100 Meters. One Network. How I Built a DIY Mesh With What I Had.
This Isn't a Typical Home Network.
WHERE IT STARTED
Most network guides assume you're covering one house. I'm covering a property — house, storage area, offices, and a store spread across roughly 1,250 square meters (13,450 sq ft). Three access points, 20–24 active devices at any given time, and no direct access to the ISP router.
When I set up Moonlight to stream games from my office to my bedroom, I realized fast that the network was going to be the hard part. Not the software. Not the hardware. The network.
Four Networks. Zero Coordination. Complete Chaos.
THE PROBLEM
Before I fixed it, this is what I was working with: the ISP router doing its own thing, and each access point creating its own separate network on top of that. Four different networks on one property.

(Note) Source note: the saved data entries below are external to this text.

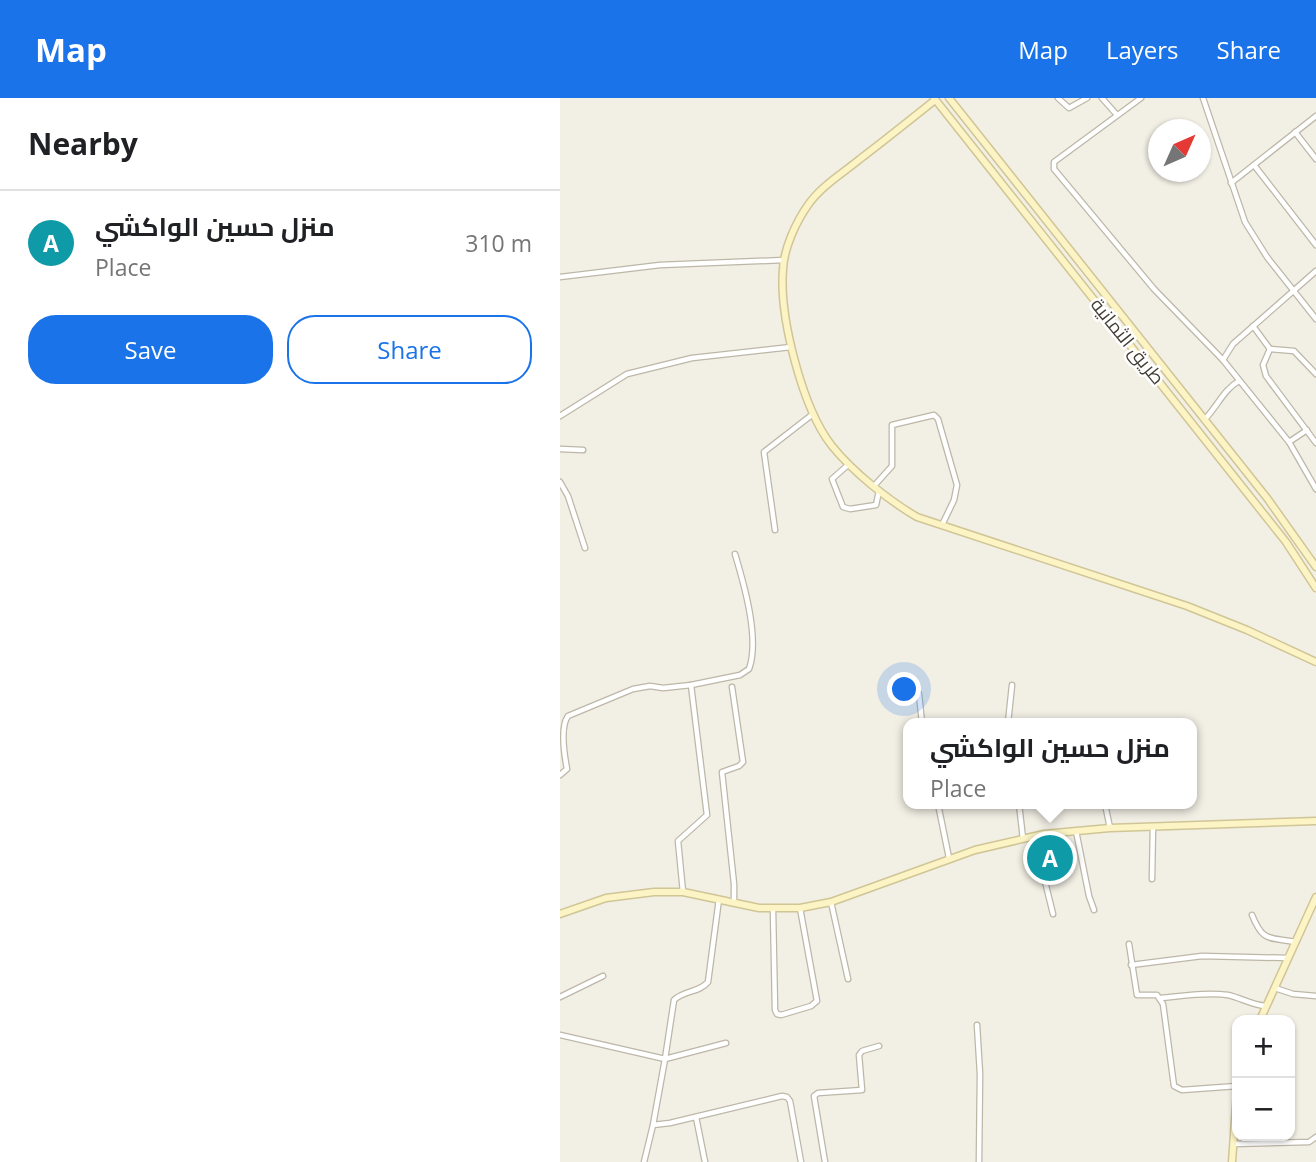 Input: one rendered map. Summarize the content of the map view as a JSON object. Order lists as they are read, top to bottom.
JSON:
{
  "streets": {
    "street": ["طريق الثمانية"]
  },
  "north": "top right",
  "page": {
    "header": "Map",
    "nav": ["Map", "Layers", "Share"],
    "heading": "Nearby",
    "list": [
      {
        "mark": "A",
        "name": "منزل حسين الواكشي",
        "note": "Place",
        "value": "310 m"
      }
    ],
    "buttons": ["Save", "Share"],
    "popup": ["منزل حسين الواكشي", "Place"],
    "pins": "A",
    "map_buttons": ["+", "−"]
  }
} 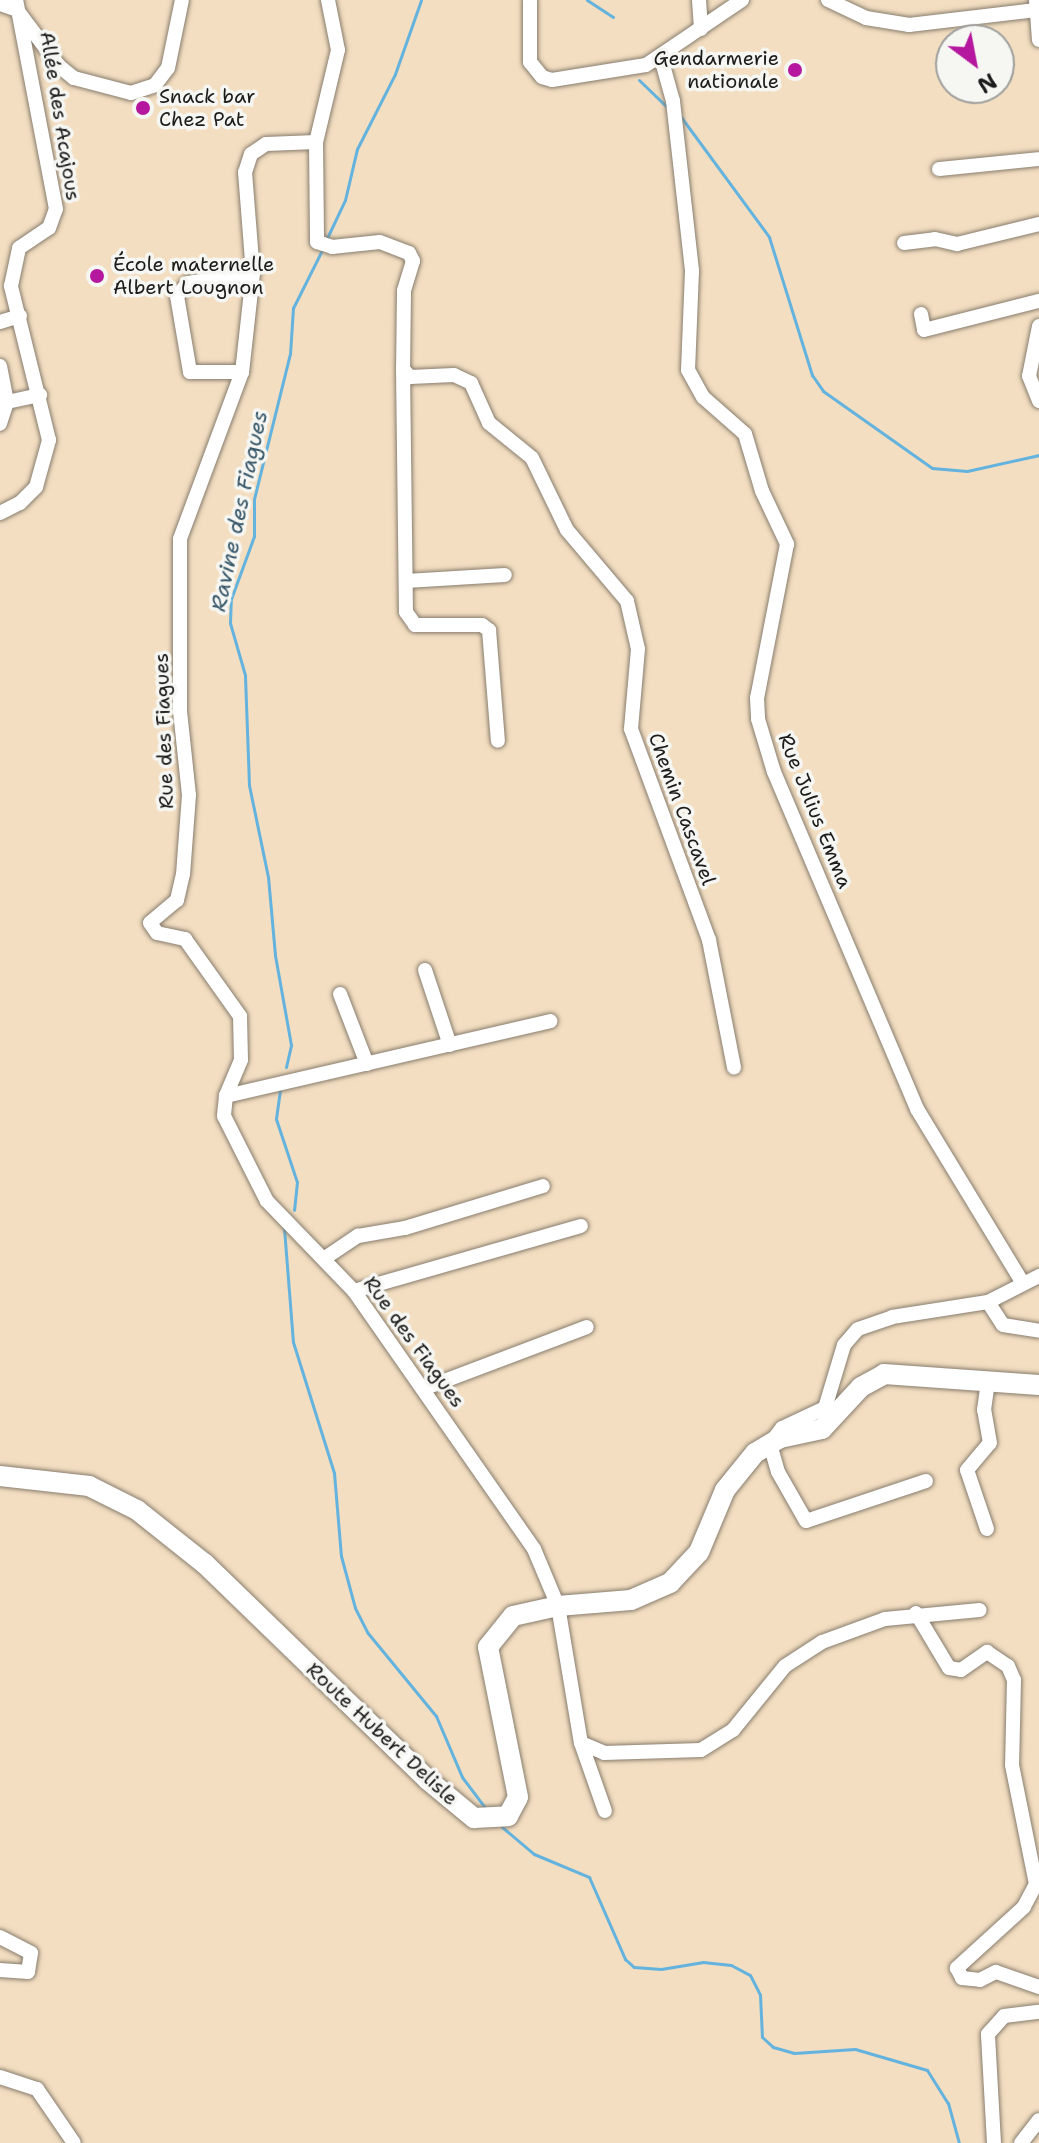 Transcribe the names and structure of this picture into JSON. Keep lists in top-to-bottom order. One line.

Every AP wanted to run its own DHCP server. That meant IP conflicts constantly — especially between devices connected by LAN in the office and devices on whatever subnet the nearest AP decided to assign. Moving around the property meant manually switching networks on your phone or tablet, or restarting WiFi and hoping it connected to the right one. The office equipment connected by ethernet would fight with wireless devices on overlapping IP ranges. It was a mess that got worse the more devices were on the property.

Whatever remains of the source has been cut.